## [What the task asks]
In the entries that follow, how many lines hold "Keep"? Nothing but the number is expected.
*** Task input Section Begins ***
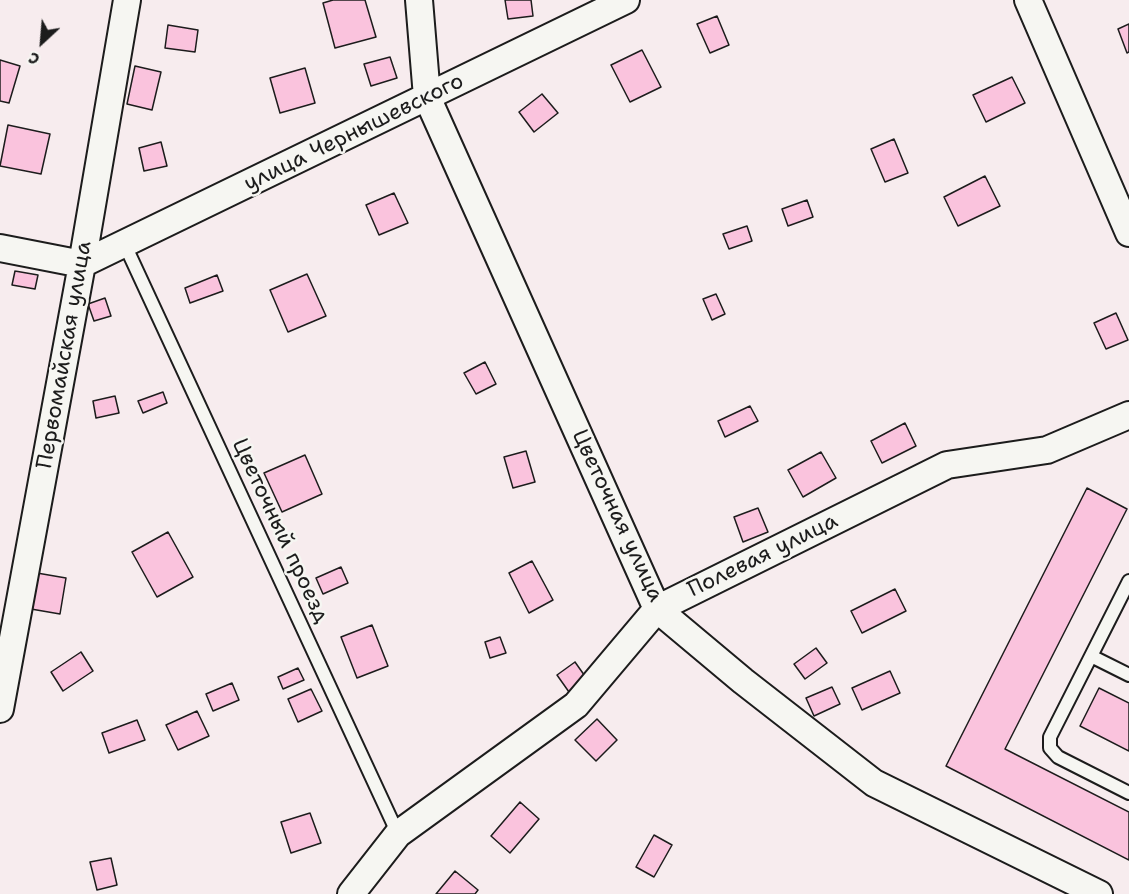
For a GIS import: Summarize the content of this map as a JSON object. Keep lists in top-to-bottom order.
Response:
{
  "streets": {
    "street": [
      "улица Чернышевского",
      "Первомайская улица",
      "Цветочная улица",
      "Полевая улица"
    ],
    "lane": ["Цветочный проезд"]
  },
  "crossings": [
    ["улица Чернышевского", "Первомайская улица"],
    ["улица Чернышевского", "Цветочная улица"],
    ["улица Чернышевского", "Цветочный проезд"],
    ["Цветочная улица", "Полевая улица"],
    ["Цветочный проезд", "Полевая улица"]
  ],
  "north": "bottom left"
}
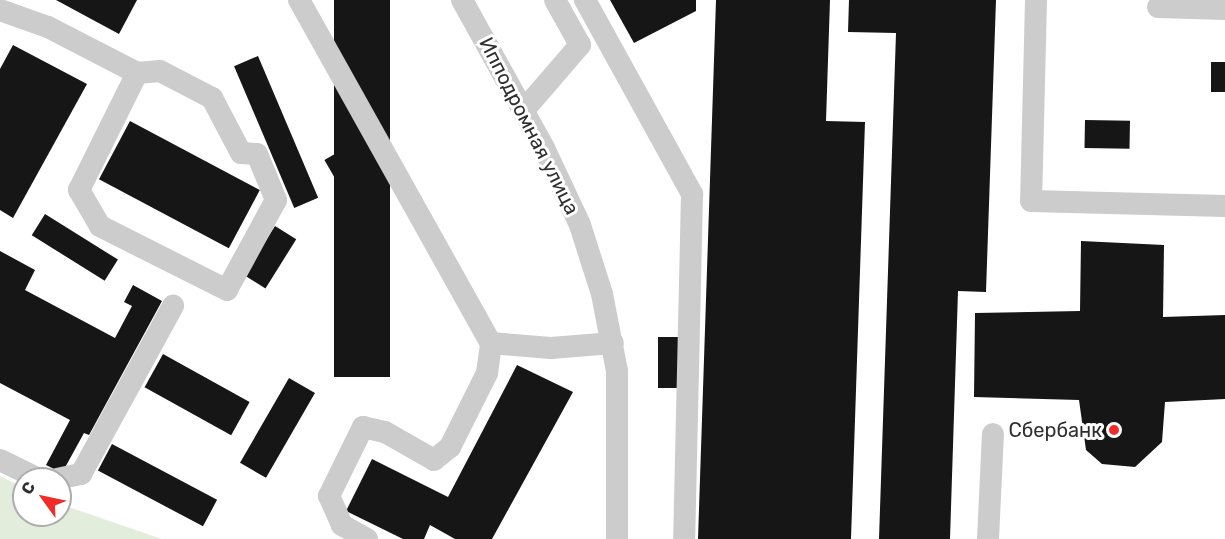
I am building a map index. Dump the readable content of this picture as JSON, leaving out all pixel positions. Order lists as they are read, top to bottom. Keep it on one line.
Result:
{"streets":{"street":["Ипподромная улица"]},"places":["Сбербанк"],"north":"top left"}
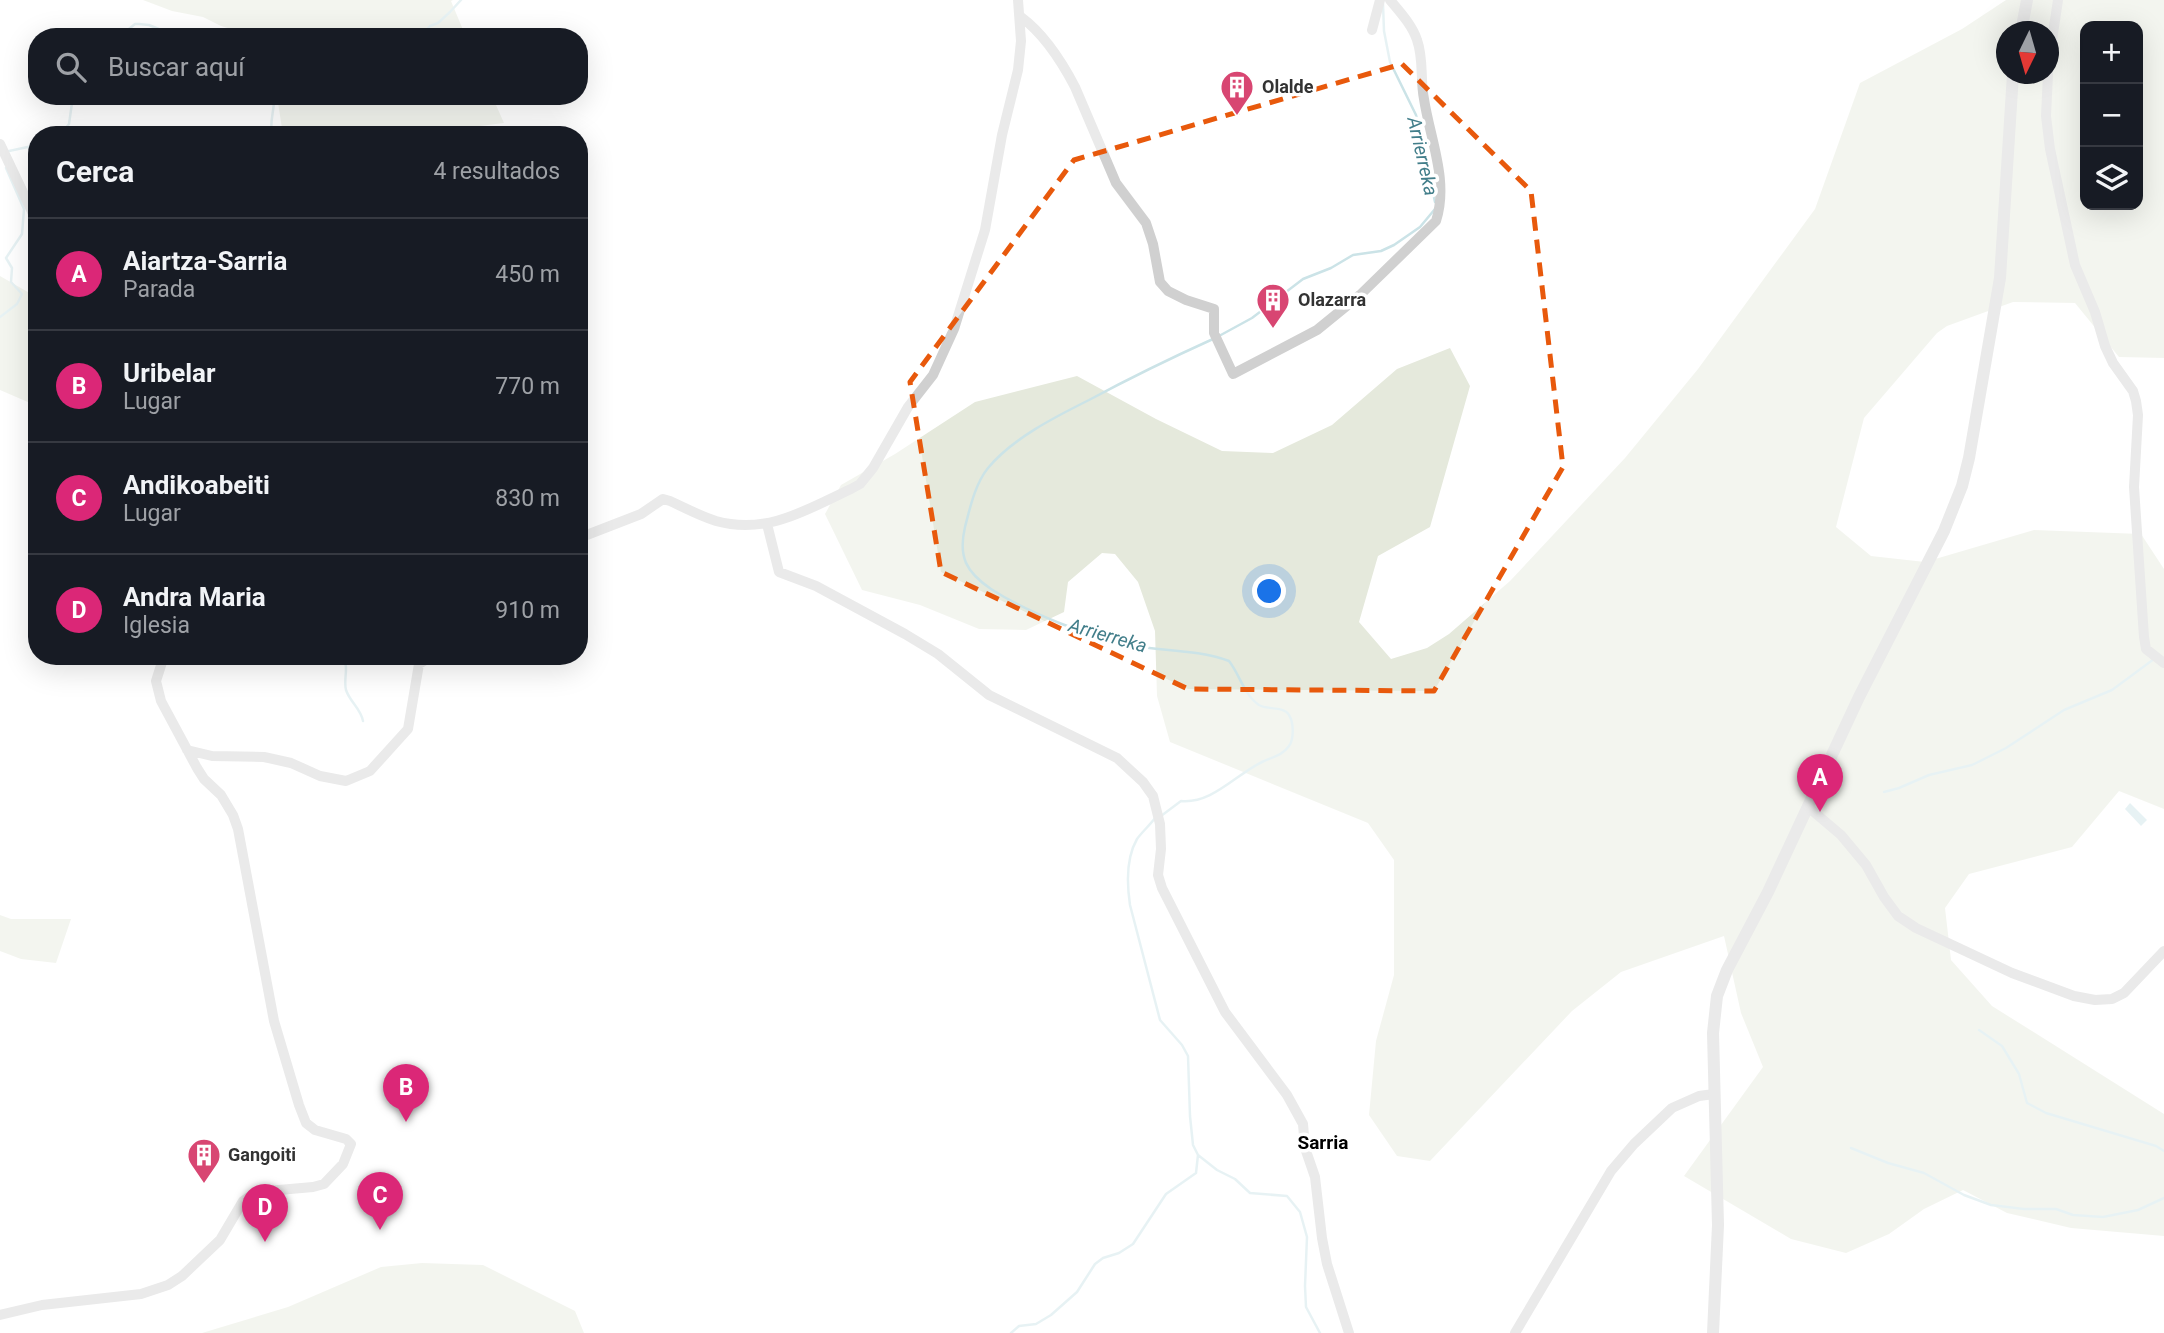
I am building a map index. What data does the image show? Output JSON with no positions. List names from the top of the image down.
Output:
{
  "districts": ["Sarria"],
  "water": ["Arrierreka"],
  "places": {
    "building": ["Olalde", "Olazarra", "Gangoiti"]
  },
  "north": "bottom",
  "page": {
    "map_buttons": ["+", "−"],
    "search": "Buscar aquí",
    "heading": ["Cerca", "4 resultados"],
    "list": [
      {
        "mark": "A",
        "name": "Aiartza-Sarria",
        "note": "Parada",
        "value": "450 m"
      },
      {
        "mark": "B",
        "name": "Uribelar",
        "note": "Lugar",
        "value": "770 m"
      },
      {
        "mark": "C",
        "name": "Andikoabeiti",
        "note": "Lugar",
        "value": "830 m"
      },
      {
        "mark": "D",
        "name": "Andra Maria",
        "note": "Iglesia",
        "value": "910 m"
      }
    ],
    "pins": [
      "A",
      "B",
      "C",
      "D"
    ]
  }
}
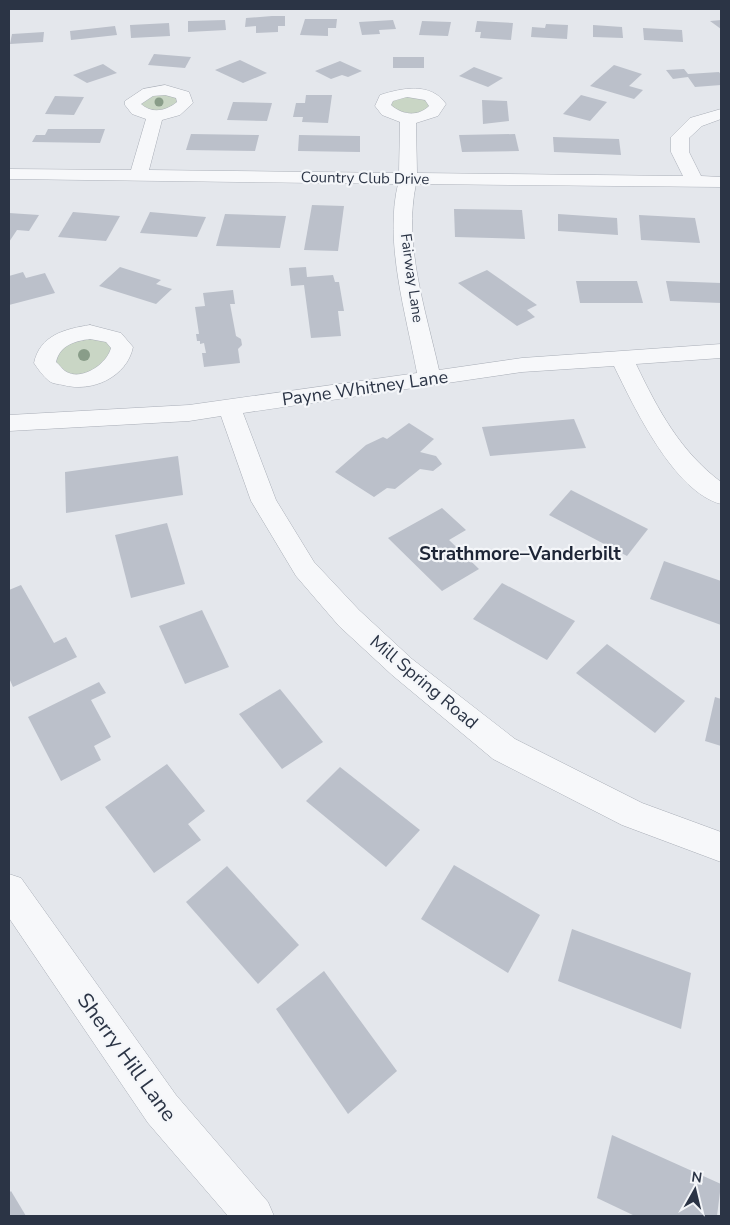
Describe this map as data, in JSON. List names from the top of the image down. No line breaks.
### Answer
{"streets":{"street":["Country Club Drive","Fairway Lane","Payne Whitney Lane","Mill Spring Road","Sherry Hill Lane"]},"crossings":[["Country Club Drive","Fairway Lane"],["Fairway Lane","Payne Whitney Lane"],["Payne Whitney Lane","Mill Spring Road"]],"districts":["Strathmore–Vanderbilt"],"north":"top"}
*** Task input Section Ends ***
## [Solution]
2